*** Supplied data Section Begins ***

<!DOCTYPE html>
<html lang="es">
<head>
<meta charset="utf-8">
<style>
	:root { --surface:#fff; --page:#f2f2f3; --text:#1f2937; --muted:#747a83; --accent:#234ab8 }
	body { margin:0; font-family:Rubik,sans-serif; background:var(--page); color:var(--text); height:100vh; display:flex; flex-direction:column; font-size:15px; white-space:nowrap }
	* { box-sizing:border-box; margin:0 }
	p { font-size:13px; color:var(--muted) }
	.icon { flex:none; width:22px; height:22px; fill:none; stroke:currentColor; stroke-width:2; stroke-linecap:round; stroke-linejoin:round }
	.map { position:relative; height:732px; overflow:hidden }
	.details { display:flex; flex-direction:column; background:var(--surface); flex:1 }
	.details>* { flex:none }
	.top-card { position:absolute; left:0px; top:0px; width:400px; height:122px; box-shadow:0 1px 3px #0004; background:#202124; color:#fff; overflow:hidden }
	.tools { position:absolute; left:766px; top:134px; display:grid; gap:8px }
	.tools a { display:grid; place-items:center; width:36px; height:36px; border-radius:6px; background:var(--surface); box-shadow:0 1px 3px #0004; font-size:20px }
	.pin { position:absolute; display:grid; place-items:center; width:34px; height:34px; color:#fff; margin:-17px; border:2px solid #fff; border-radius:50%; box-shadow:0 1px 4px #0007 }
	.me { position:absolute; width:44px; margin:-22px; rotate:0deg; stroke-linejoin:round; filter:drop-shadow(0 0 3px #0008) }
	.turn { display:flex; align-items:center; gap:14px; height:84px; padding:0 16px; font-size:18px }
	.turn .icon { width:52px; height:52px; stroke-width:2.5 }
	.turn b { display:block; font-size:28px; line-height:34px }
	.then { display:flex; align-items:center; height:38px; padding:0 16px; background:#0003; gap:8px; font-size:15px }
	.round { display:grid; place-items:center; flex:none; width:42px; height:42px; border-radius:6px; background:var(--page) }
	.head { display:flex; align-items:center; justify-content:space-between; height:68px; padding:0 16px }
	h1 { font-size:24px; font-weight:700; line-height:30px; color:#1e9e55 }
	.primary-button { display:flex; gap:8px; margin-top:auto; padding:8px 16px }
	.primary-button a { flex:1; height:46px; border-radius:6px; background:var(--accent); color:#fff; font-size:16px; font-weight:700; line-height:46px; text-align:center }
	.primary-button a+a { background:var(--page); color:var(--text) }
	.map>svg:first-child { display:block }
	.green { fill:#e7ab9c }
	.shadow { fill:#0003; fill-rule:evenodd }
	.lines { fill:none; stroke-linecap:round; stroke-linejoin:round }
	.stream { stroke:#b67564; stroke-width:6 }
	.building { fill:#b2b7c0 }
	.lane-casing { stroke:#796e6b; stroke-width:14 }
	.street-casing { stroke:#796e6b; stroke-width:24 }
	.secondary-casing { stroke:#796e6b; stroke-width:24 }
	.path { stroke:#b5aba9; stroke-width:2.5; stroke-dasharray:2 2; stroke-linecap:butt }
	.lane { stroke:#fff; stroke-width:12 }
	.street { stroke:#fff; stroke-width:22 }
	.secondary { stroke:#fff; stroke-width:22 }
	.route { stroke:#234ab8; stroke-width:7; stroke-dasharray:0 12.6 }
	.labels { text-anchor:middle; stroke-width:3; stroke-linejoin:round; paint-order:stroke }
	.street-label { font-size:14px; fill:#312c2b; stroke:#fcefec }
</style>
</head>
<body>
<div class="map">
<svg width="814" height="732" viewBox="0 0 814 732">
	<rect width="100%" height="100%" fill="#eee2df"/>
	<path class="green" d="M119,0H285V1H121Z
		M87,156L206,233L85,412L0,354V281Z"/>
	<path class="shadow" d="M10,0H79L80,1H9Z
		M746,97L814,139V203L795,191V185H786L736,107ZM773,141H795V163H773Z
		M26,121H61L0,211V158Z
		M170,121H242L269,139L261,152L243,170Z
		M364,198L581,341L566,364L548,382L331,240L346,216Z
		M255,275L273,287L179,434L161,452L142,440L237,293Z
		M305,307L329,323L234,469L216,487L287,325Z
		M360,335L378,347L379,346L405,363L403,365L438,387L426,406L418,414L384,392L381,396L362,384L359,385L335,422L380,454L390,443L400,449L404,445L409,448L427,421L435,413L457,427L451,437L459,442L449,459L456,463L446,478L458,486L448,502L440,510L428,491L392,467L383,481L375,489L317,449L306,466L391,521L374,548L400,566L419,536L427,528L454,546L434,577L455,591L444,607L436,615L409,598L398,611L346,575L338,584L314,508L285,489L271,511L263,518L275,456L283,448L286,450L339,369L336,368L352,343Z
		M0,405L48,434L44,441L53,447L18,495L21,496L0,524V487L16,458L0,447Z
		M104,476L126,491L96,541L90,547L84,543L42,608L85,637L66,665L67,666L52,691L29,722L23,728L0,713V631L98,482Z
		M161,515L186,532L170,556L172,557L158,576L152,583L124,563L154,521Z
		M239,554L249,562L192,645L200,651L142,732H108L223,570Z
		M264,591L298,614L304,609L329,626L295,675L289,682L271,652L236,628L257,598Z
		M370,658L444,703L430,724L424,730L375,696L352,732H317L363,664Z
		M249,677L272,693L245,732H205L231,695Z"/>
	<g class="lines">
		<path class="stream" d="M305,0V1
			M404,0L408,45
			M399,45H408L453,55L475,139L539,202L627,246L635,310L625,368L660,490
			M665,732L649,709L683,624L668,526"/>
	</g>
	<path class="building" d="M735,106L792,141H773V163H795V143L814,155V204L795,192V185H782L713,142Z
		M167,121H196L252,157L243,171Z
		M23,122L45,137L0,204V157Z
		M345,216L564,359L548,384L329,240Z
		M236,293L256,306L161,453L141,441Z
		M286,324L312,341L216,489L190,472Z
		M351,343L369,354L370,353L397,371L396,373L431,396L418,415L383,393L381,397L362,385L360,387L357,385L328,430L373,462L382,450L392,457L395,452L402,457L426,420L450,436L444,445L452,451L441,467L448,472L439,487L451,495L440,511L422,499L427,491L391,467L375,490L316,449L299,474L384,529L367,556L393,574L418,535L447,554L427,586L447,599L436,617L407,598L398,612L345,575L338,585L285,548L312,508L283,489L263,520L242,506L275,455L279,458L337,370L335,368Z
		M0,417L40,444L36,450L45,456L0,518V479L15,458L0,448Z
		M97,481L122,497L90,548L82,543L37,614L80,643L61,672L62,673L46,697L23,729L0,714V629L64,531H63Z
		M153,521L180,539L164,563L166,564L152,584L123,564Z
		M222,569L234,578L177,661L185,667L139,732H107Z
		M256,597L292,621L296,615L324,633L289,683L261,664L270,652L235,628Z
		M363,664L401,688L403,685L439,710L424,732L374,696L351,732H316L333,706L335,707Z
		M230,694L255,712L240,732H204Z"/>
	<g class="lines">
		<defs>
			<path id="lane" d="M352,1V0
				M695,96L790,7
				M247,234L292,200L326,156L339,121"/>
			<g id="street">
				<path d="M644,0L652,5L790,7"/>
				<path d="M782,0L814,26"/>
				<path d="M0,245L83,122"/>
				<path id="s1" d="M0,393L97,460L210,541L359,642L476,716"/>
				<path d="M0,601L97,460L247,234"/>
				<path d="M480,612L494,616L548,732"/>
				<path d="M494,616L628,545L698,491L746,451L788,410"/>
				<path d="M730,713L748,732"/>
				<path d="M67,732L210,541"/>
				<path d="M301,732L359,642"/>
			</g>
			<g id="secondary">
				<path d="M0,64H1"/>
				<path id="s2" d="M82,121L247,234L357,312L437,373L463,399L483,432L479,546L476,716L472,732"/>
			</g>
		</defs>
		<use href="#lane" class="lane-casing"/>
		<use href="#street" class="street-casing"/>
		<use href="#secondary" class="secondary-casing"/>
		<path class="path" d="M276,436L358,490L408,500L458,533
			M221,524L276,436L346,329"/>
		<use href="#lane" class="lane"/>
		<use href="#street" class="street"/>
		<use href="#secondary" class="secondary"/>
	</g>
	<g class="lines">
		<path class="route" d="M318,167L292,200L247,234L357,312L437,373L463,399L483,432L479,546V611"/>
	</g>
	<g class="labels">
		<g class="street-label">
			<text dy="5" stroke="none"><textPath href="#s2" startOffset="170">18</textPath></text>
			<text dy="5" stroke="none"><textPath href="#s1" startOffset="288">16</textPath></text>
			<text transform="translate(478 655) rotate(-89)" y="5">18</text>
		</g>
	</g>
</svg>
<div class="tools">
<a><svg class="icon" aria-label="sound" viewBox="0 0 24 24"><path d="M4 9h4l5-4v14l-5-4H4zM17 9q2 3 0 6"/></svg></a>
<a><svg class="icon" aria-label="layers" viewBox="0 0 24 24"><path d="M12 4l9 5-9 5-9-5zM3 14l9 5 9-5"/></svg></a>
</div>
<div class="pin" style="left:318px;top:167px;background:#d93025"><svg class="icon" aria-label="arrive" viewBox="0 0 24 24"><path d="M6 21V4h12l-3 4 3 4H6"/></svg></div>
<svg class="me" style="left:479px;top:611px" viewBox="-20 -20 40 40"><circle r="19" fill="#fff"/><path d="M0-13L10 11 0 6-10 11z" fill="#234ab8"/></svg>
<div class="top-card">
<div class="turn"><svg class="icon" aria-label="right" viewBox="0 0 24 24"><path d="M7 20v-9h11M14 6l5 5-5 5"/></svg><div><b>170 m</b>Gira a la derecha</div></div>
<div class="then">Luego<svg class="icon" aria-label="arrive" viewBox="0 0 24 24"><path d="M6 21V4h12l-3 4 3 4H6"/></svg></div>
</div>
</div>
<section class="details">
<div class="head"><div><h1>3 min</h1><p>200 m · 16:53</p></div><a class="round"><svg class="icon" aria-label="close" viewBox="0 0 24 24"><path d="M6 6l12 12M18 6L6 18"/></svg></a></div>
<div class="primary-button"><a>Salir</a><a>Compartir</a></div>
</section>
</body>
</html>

*** Supplied data Section Ends ***

» **Exercise goal**
Starting from the records above, copy each line where the string "column" is found.

» **Response**
	body { margin:0; font-family:Rubik,sans-serif; background:var(--page); color:var(--text); height:100vh; display:flex; flex-direction:column; font-size:15px; white-space:nowrap }
	.details { display:flex; flex-direction:column; background:var(--surface); flex:1 }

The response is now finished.